Amidst all this, the Tyrant was a single speck of black fire, a single ember of flame, drifting . . .
Demorn closed her eyes and forced the insidious mind voice out, focusing on that single flame. Her hand was clenched so tightly she could feel her nails pierce her flesh. She forced the visions out, quieting the Dark One.
She gripped the stony seat, fingers flicking in subconscious rituals of terror warding.
When she opened her eyes, Demorn saw the yawning pit was closing, having swallowed and sucked up most of the refuse. The Tyrant’s blast annihilated the rest. Soon nothing lived on the arena floor but him.
Everything was burning, even the sand itself. Demorn was amazed to see her left hand had turned to steel and still it bled, indented.
She formed a perfect circle with her steel fingers, carving deep into the rocky sea, an indentation in the stone marked with her blood. Slowly the metal faded from her hand, the flesh painful and torn beneath.

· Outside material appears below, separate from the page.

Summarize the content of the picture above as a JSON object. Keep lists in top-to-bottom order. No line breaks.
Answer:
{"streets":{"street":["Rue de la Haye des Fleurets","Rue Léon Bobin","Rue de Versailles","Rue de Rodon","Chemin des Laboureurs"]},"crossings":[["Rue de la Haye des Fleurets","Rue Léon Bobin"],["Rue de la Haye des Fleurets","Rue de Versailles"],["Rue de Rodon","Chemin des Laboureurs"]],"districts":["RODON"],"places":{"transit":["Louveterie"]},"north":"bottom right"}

Most of the spectators had taken their helmets off. Demorn was shocked to see that they almost all wore crowns of tentacles twisting upon their heads. They gazed upon the scene with no emotion, their blank faces saying nothing.
They ranged across species and races, from young to old. Some looked just like him, burning coals of energy, others were husks of bone or flesh, and for a few, the tentacles had engulfed their entire face and body.

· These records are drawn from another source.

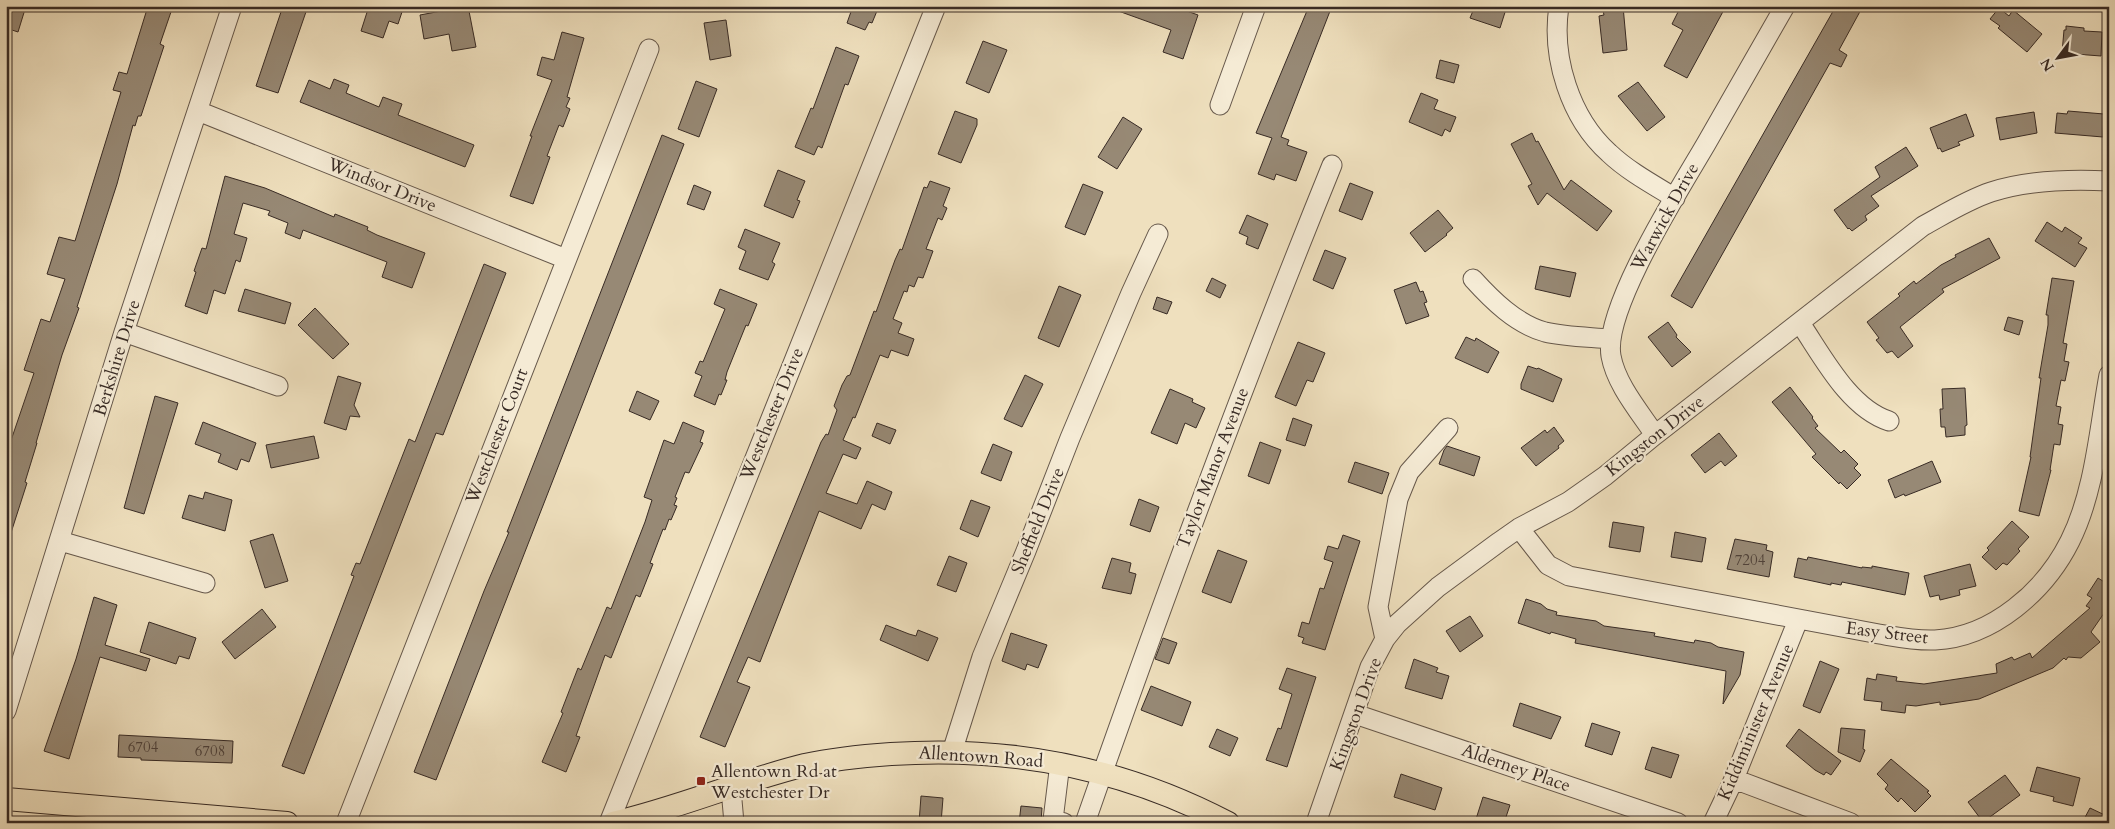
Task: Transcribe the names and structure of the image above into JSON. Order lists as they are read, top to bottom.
{
  "streets": {
    "main road": ["Allentown Road"],
    "street": [
      "Windsor Drive",
      "Warwick Drive",
      "Berkshire Drive",
      "Westchester Drive",
      "Westchester Court",
      "Kingston Drive",
      "Taylor Manor Avenue",
      "Sheffield Drive",
      "Easy Street",
      "Kiddiminister Avenue",
      "Alderney Place"
    ]
  },
  "crossings": [
    ["Windsor Drive", "Berkshire Drive"],
    ["Windsor Drive", "Westchester Court"],
    ["Warwick Drive", "Kingston Drive"],
    ["Kingston Drive", "Easy Street"],
    ["Kingston Drive", "Alderney Place"],
    ["Taylor Manor Avenue", "Allentown Road"],
    ["Sheffield Drive", "Allentown Road"],
    ["Easy Street", "Kiddiminister Avenue"]
  ],
  "places": {
    "transit": ["Allentown Rd at Westchester Dr"]
  },
  "house_numbers": ["7204", "6704", "6708"],
  "north": "bottom left"
}
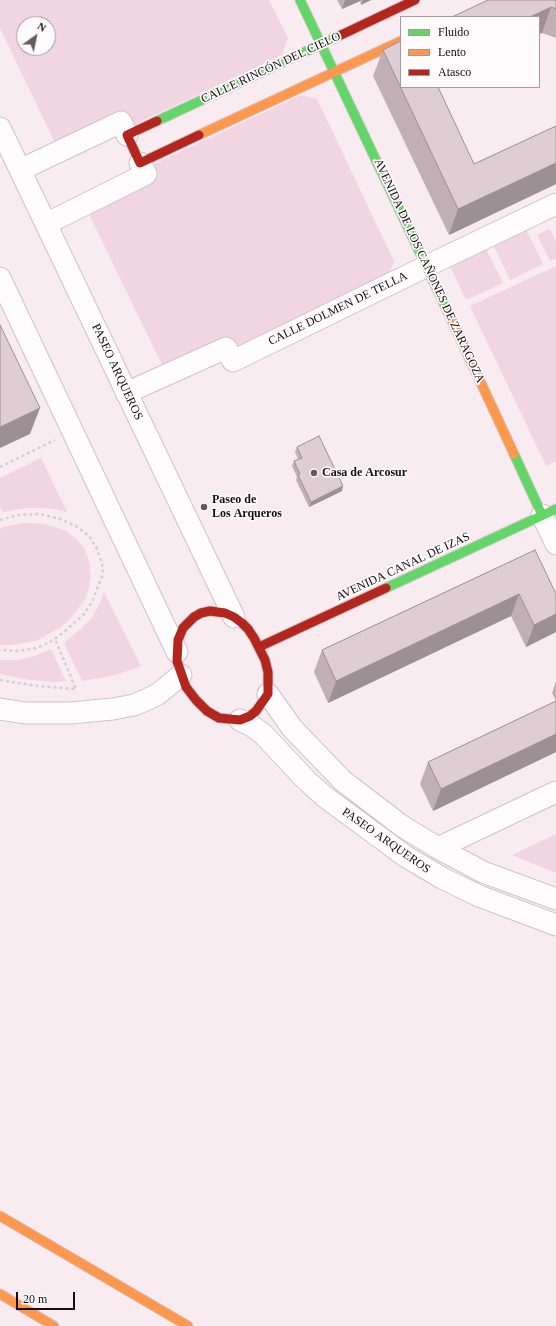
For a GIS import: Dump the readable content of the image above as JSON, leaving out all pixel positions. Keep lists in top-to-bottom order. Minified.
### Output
{"streets":{"main road":["CALLE RINCÓN DEL CIELO","AVENIDA DE LOS CAÑONES DE ZARAGOZA","AVENIDA CANAL DE IZAS"],"street":["CALLE DOLMEN DE TELLA","PASEO ARQUEROS"]},"crossings":[["CALLE RINCÓN DEL CIELO","AVENIDA DE LOS CAÑONES DE ZARAGOZA"],["AVENIDA DE LOS CAÑONES DE ZARAGOZA","CALLE DOLMEN DE TELLA"],["AVENIDA DE LOS CAÑONES DE ZARAGOZA","AVENIDA CANAL DE IZAS"],["CALLE DOLMEN DE TELLA","PASEO ARQUEROS"],["PASEO ARQUEROS","AVENIDA CANAL DE IZAS"]],"places":["Casa de Arcosur","Paseo de Los Arqueros"],"legend":["Fluido","Lento","Atasco"],"scale_bar":"20 m","north":"top right"}
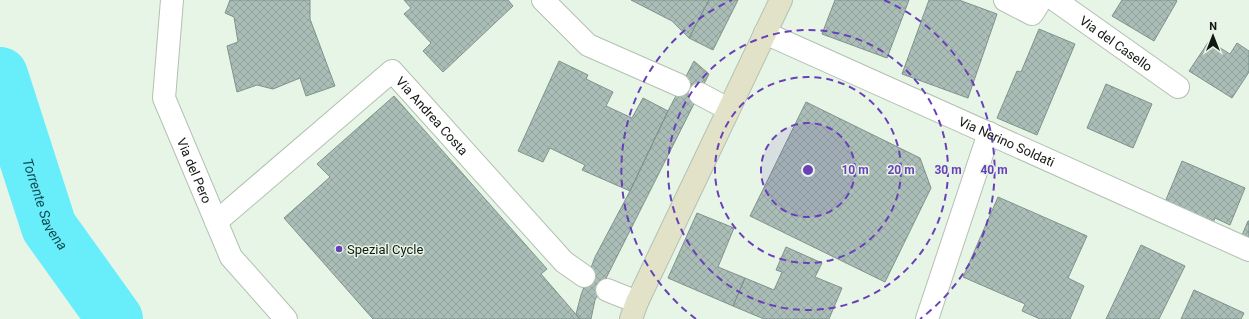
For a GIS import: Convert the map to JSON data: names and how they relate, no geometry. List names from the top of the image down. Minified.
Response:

The Tyrant floated upward, slowly, toward her.
Everything was burning but him, this hollow black sun. The electronic shield collapsed as he approached. Her magic eyes could see him clearly now. She could see through the mask.
His face was whitened, his purple eyes too bright. He wasn’t fully sane. Who could be, anymore. His armored, thorny suit was marked with countless claw-marks, wounds of the battle. Blood flowed through his armor.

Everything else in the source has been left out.